土台を意味する“Foundation”というワードを冠したアルバムには、自らの原点をてらい無く鳴らす衝動的なサウンドが溢れている。ある意味では、メロディを際立たせる知的なアレンジが印象的だった前アルバムに対して今作は振り切れ方が凄まじい。自身のバックボーンも、限界ギリギリのBPMも、ハダカのアレンジも、すべてが純度の高いKOMサウンドを物語る。BAKRSは『Mr. Foundation』の魅力を掘り下げるため、サウンド&プレイにより深く斬り込んだロングインタビューをお届けする。アルバムを聴きながら読んでいただければ、彼らのサウンドが10倍楽しめるはずだ。

   ◆   ◆   ◆

■“Foundation”とか“Back To The Basic”といった言葉が降ってきた
■今の自分は一度原点に立ち還って音を鳴らしたいんやなと

──『Mr. Foundation』は、どんな構想のもとに作られたアルバムでしょう?

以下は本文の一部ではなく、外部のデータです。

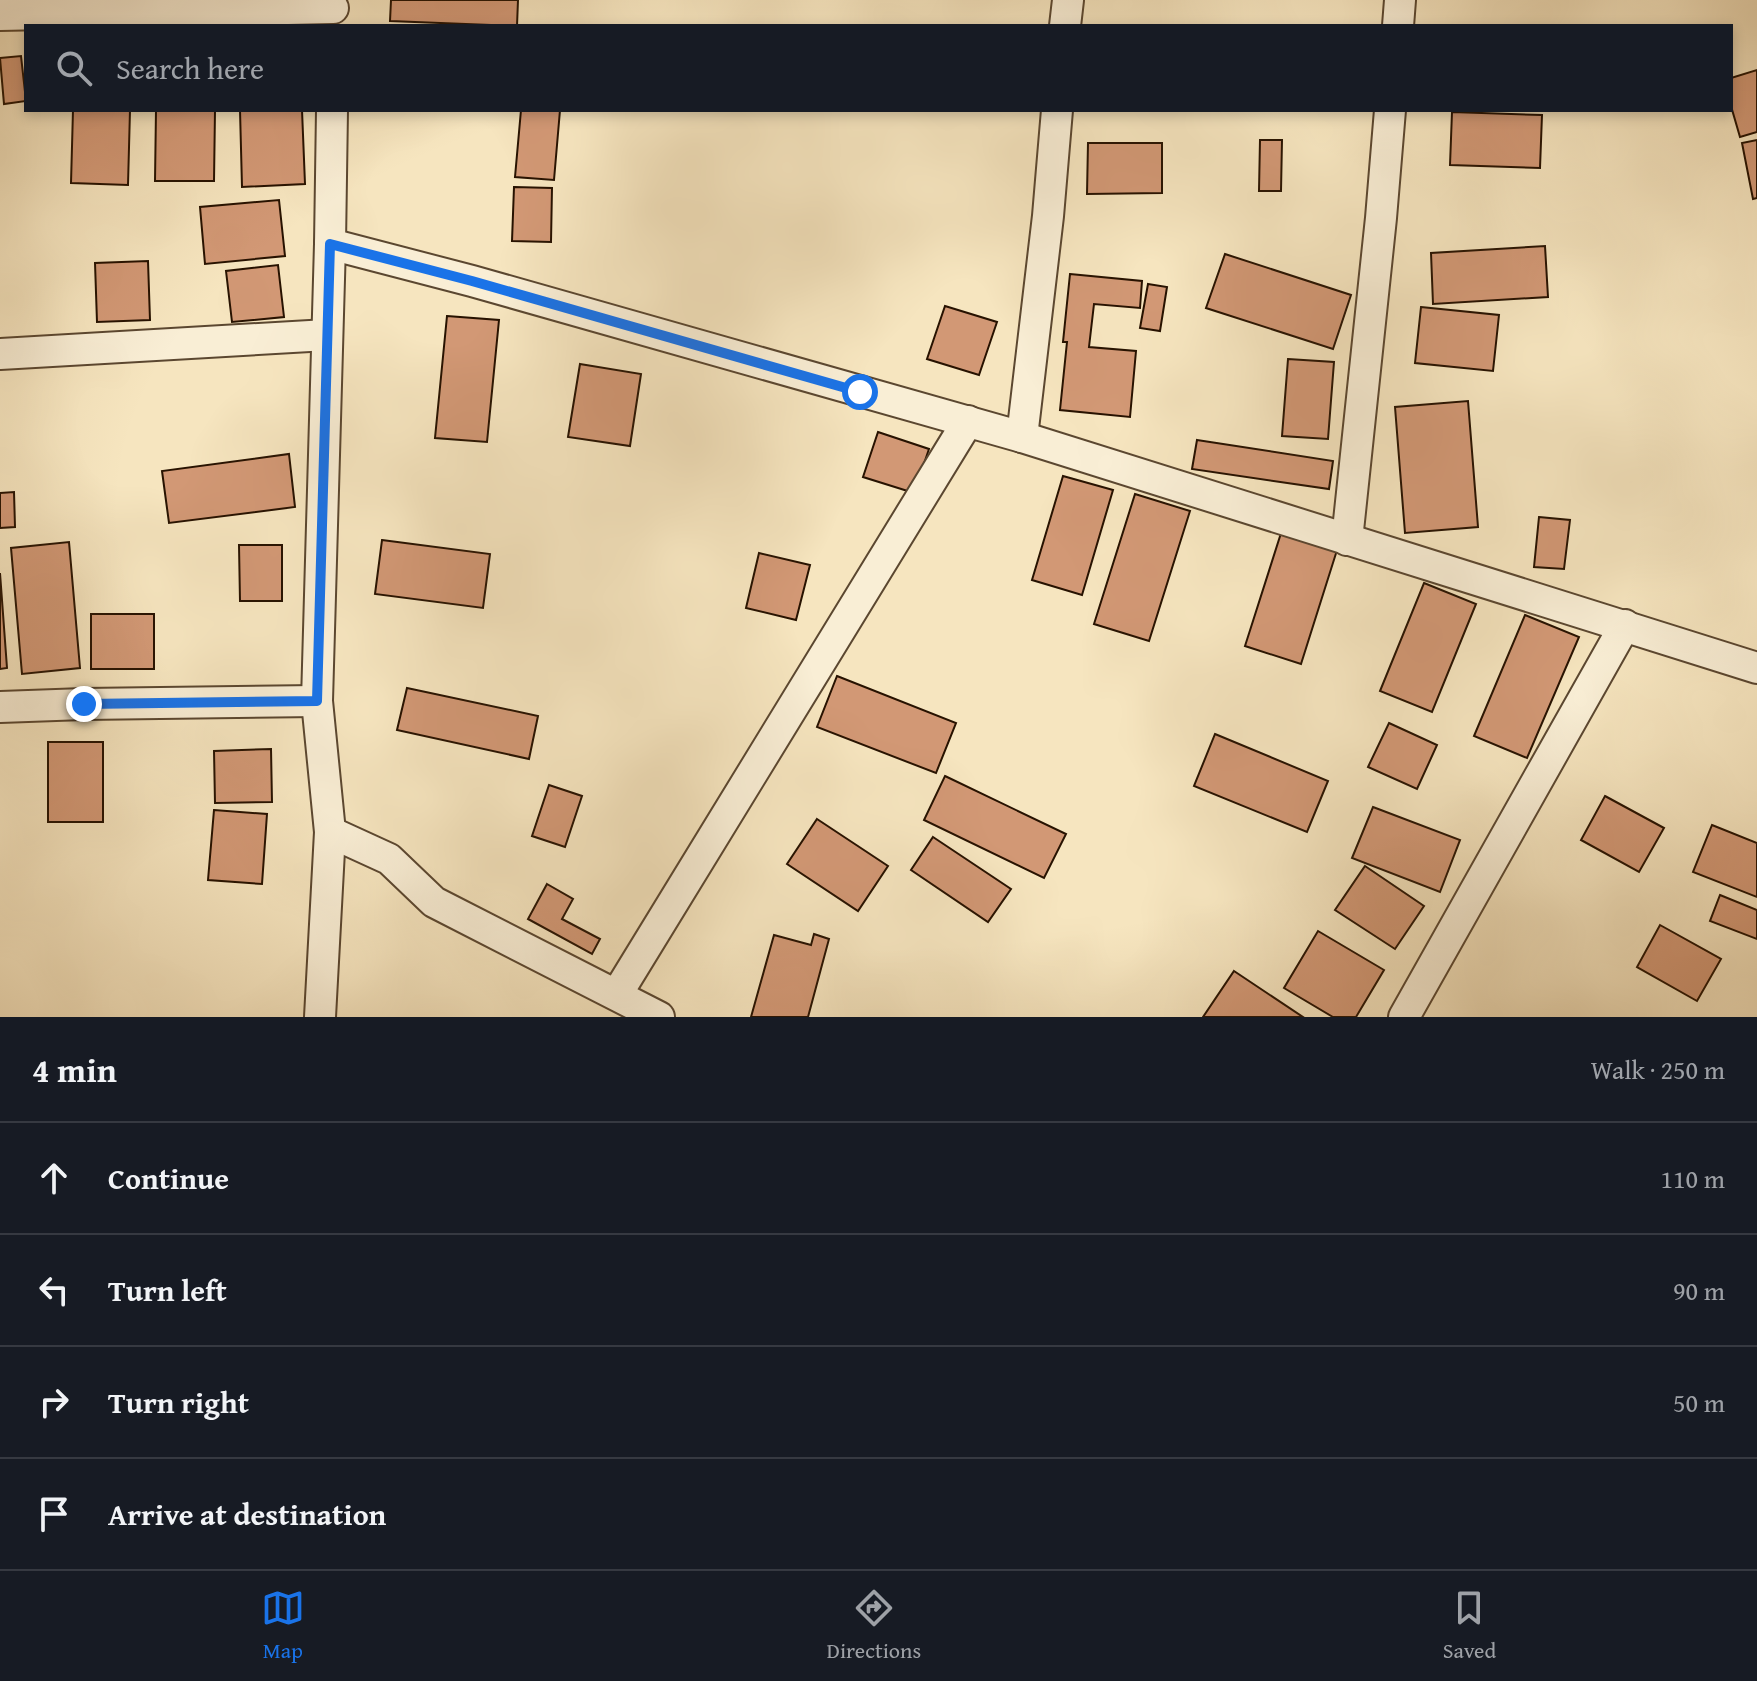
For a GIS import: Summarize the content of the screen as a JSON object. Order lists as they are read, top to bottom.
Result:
{
  "page": {
    "search": "Search here",
    "heading": ["4 min", "Walk · 250 m"],
    "list": [
      ["Continue", "110 m"],
      ["Turn left", "90 m"],
      ["Turn right", "50 m"],
      "Arrive at destination"
    ],
    "nav": ["Map", "Directions", "Saved"]
  }
}
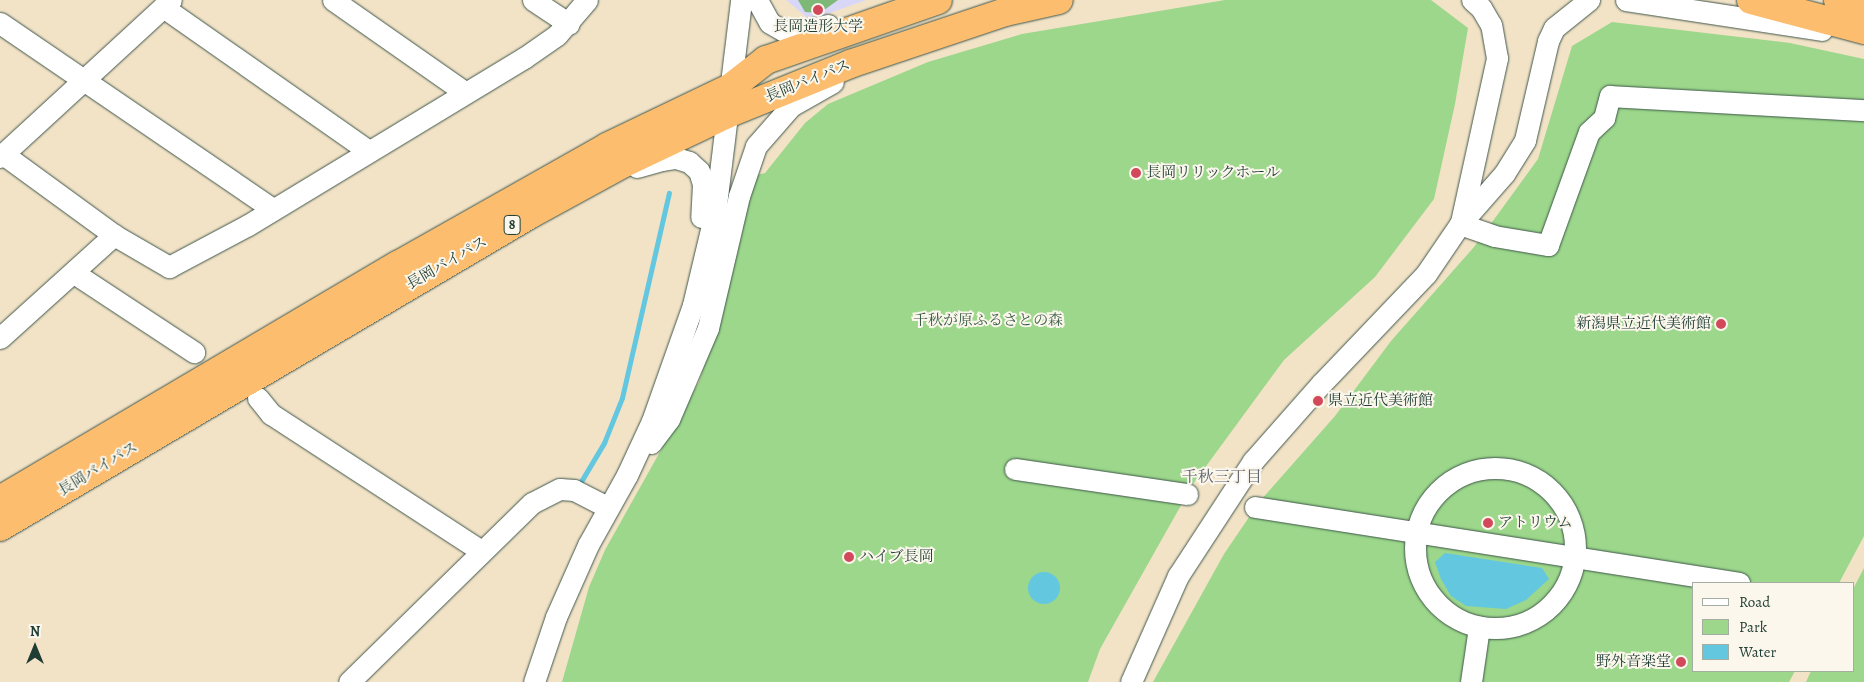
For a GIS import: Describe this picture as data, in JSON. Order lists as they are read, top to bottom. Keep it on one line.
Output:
{"streets":{"highway":["長岡バイパス","8"]},"districts":["千秋三丁目"],"parks":["千秋が原ふるさとの森"],"places":["長岡造形大学","長岡リリックホール","新潟県立近代美術館","県立近代美術館","アトリウム","ハイブ長岡","野外音楽堂"],"legend":["Road","Park","Water"],"north":"top"}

w-shun:制作に入る前は、自分たちの根幹にあるものをもっと出したいと思っていました。2014年夏にリリースした2枚のシングルにしても、最新シングル「How long?」にしても、その時々に掲げたテーマに沿って作ったところがあったんですよ。つまり、KNOCK OUT MONKEYはこういう一面もありますよ、ということを提示した作品というか。今回のアルバムでは、もっとバンドの濃いところを出したいという気持ちがあったので、あまり考えず、衝動的に曲を作ることにしました。自然と出てきたピュアなものをピックアップして並べたのが今回のアルバムです。

──『Mr. Foundation』は、攻撃性とキャッチーさを併せ持っていて、テクニカルな面もあるという上質な楽曲が揃っていますよね。自然体で作った曲がそういうものであることからは、曲作りのスキルの高さを改めて感じます。

w-shun:そう言っていただけると嬉しいです。

──魅力的な楽曲が揃っていますが、曲を作っていく中でターニングポイントになった曲などはありましたか?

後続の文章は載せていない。